Ocorre que, com o objetivo de garantir uma pensão aos netos, os avós declaravam a posse de fato do menor, assegurando a estes a percepção do benefício previdenciário.
Sobre o tema em estudo, o Ministro Ruy Rosado Aguiar, no Recurso Especial nº 86.442-RJ, publicado no DJU de 03/03/97, proferiu voto cujos trechos seguem abaixo transcritos:
“No Estado do Rio de Janeiro, pelo que posso depreender da quantidade de processos que tenho recebido, versando sobre a mesma matéria, e só nesta sessão tenho três para julgamento, está se tornando hábito requerer a concessão da guarda para as avós, com o declarado objetivo de alcançar efeitos previdenciários.
A responsabilidade primária e imediata da criação dos filhos é dos pais, e não dos avós, porque são eles que têm maiores possibilidades e melhores condições biológicas de acompanhar o desenvolvimento da criança até a maioridade. O falecimento dos avós antes de ser alcançado esse limite, probabilidade atuarialmente comprovada, não interfere no encargo dos pais, que continuam com o dever de prestar a assistência necessária aos filhos. Porém, se a neta passa a ser dependente da avó, os efeitos previdenciários dessa medida, em caso de seu falecimento, implicarão a oneração da previdência social, com o pagamento da pensão devida ao dependente, quando o dever de sustentar o filho era e deveria continuar sendo dos pais.
O expediente da guarda, em tais circunstâncias e com tal objetivo, passa a ser mero instrumento para garantir uma pensão aos filhos, em caso de falecimento da avó, quando a pensão dos filhos deveria decorrer do falecimento dos seus pais. Se estes estão vivos, saudáveis e em condições de trabalho, conforme ordinariamente acentuado nos autos, não há razão jurídica para deferimento da guarda. Esta, como diz a lei, serve para regularizar a posse de fato, nos procedimentos de tutela e adoção, ou para ser deferida em casos excepcionais: na espécie, a conveniência de atribuir ao neto uma vantagem previdenciária, que não teria se continuasse na guarda dos pais, não caracteriza aquela excepcionalidade exigida pela lei, antes parecendo ser uma saída cômoda para onerar previdência social.
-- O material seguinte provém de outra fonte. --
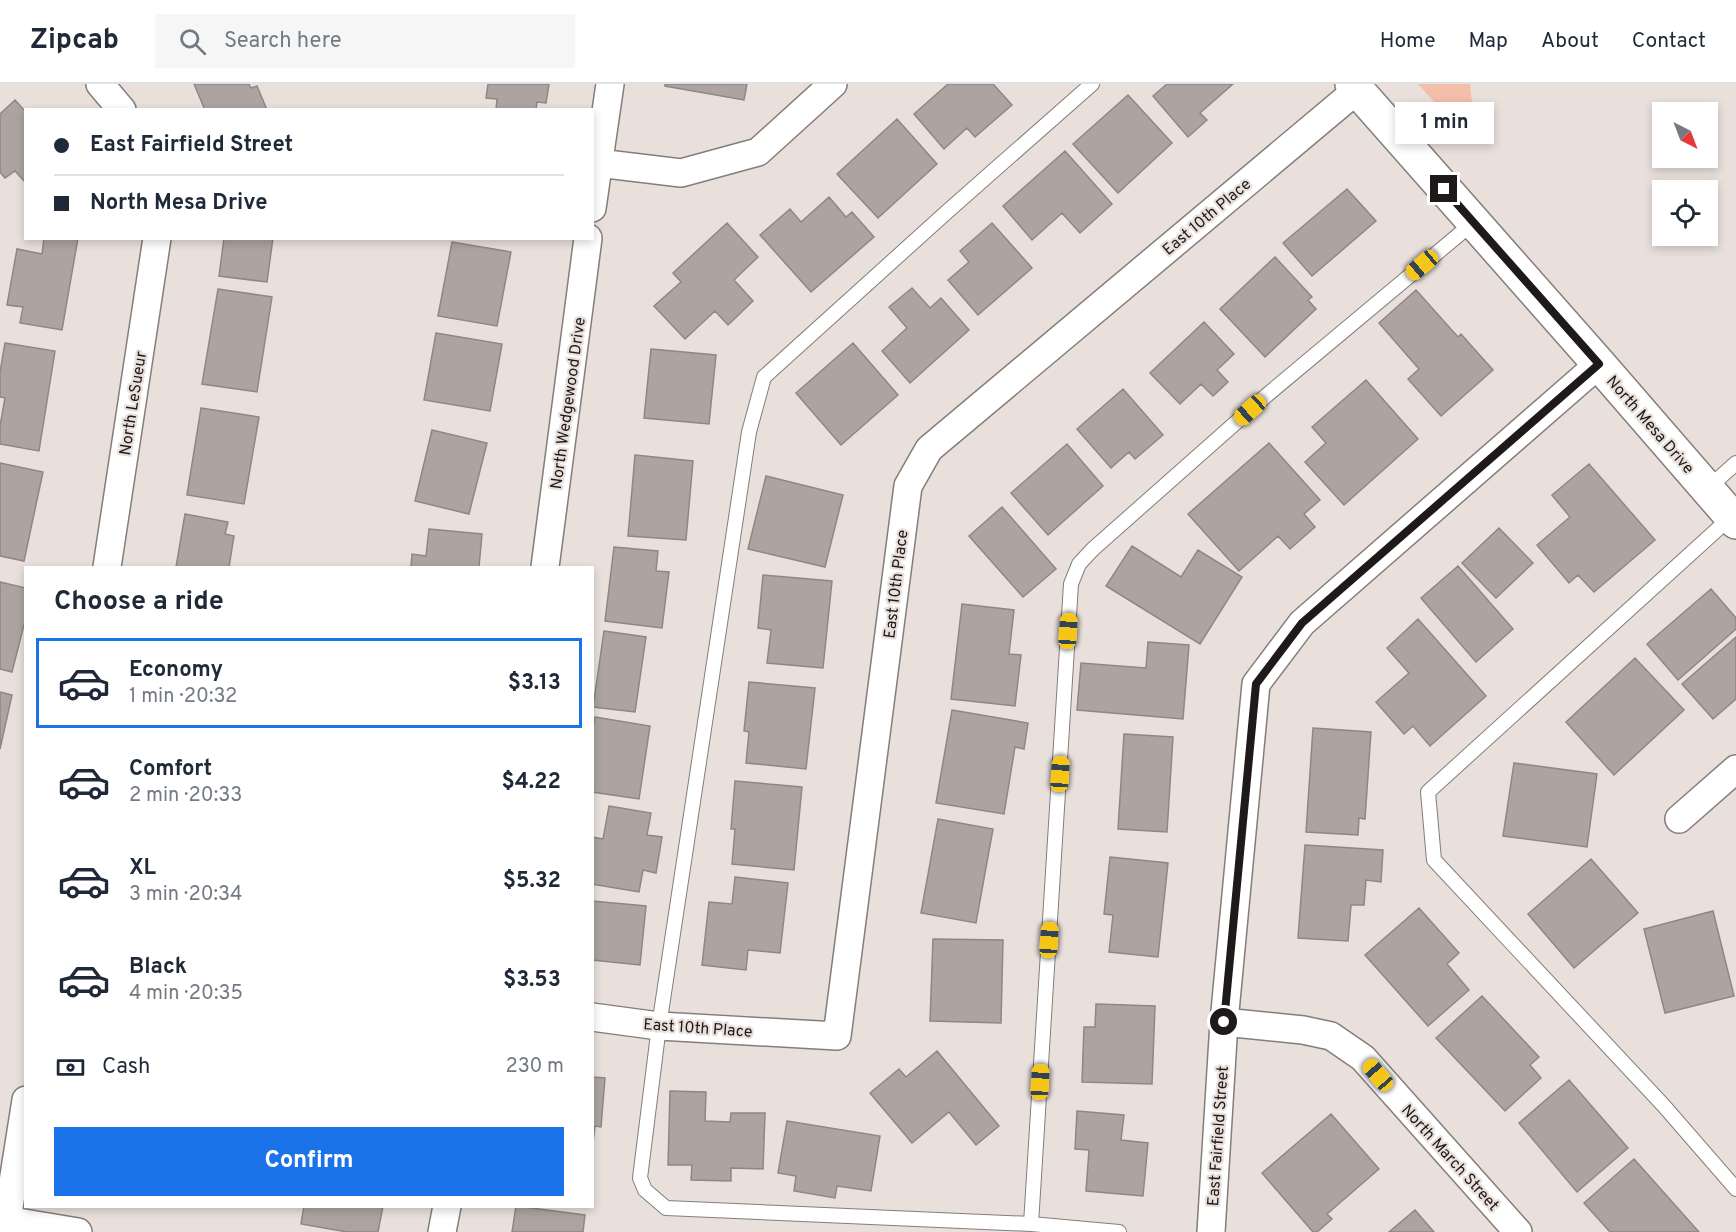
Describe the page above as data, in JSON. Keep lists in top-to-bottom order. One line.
{"streets":{"main road":["North Mesa Drive"],"street":["East 10th Place","North LeSueur","North Wedgewood Drive","East Fairfield Street","North March Street"]},"crossings":[["East 10th Place","North Mesa Drive"],["North Mesa Drive","East Fairfield Street"],["East Fairfield Street","North March Street"]],"north":"bottom right","page":{"header":"Zipcab","search":"Search here","nav":["Home","Map","About","Contact"],"bubble":"1 min","banner":["East Fairfield Street","North Mesa Drive"],"heading":"Choose a ride","list":[{"name":"Economy","note":"1 min · 20:32","value":"$3.13"},{"name":"Comfort","note":"2 min · 20:33","value":"$4.22"},{"name":"XL","note":"3 min · 20:34","value":"$5.32"},{"name":"Black","note":"4 min · 20:35","value":"$3.53"}],"pay":["Cash","230 m"],"buttons":"Confirm"}}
Confesso que a minha primeira impressão foi a de que a medida somente viria em benefício do menor, e daí a possibilidade de atendimento da pretensão. Refleti, porém, nas conseqüências do que disso poderia decorrer caso firmada orientação jurisprudencial no sentido de que os netos poderiam ser colocados, com o deferimento formal da guarda, como dependentes previdenciários dos avós, o que certamente teria importante reflexo no sistema previdenciário, e constituiria um desvio de finalidade da lei, seja a que regula o sistema da previdência, seja a da que protege a criança e o adolescente. Na verdade, haverá a parcial desoneração dos pais e a conseqüente imposição de um ônus à instituição de previdência, com o surgimento de beneficiários em uma escala que não corresponde à ordem natural das coisas, a exigir o refazimento dos cálculos de suas despesas e conseqüente aumento de receita.”
Dessa forma, a retirada do menor sob guarda do rol de dependentes da Previdência Social teve por fundamento um desvalor, ou seja, objetivou evitar, de forma abrangente e genérica, um expediente supostamente fraudulento usado por algum segurados para garantir o pagamento do benefício de pensão por morte fora das hipóteses legalmente previstas, posto que o menor não estaria efetivamente sob guarda do instituidor da pensão.
Todavia, entendemos que as práticas legislativas e jurídicas devem sempre presumir um valor, ou seja, um proceder correto dos segurados, sendo que, eventuais fraudes, devem ser apuradas e afastadas pela Administração Pública e ratificadas pelo Poder Judiciário quando provocado.
Cremos que a postura legislativa foi equivocada, posto que restou por desproteger os menores sob guarda, crianças e adolescentes que se encontram em particular situação de extrema vulnerabilidade social, bem como restou por desprestigiar o artigo 227 da Constituição Federal, que dispõe sobre a máxima e integral proteção a criança e ao adolescente.
Em razão da publicação da Lei nº 9.528/97, antecedida pela Medida Provisória nº 1.523/96, o Instituto Nacional do Seguro Social editou a Ordem de Serviço INSS/DSS nº 557, na qual ficou estabelecido que a partir de 14.10.1996 somente o enteado e o menor tutelado seriam inscritos como beneficiários do Regime Geral de Previdência Social, aspecto que provocou um grande número de demandas judiciais sob a alegação de ofensa ao caput e inciso II do parágrafo 3º do artigo 227 da Constituição Federal e ao artigo 33, § 2º da Lei 8.069/90 (Estatuto da Criança e do Adolescente).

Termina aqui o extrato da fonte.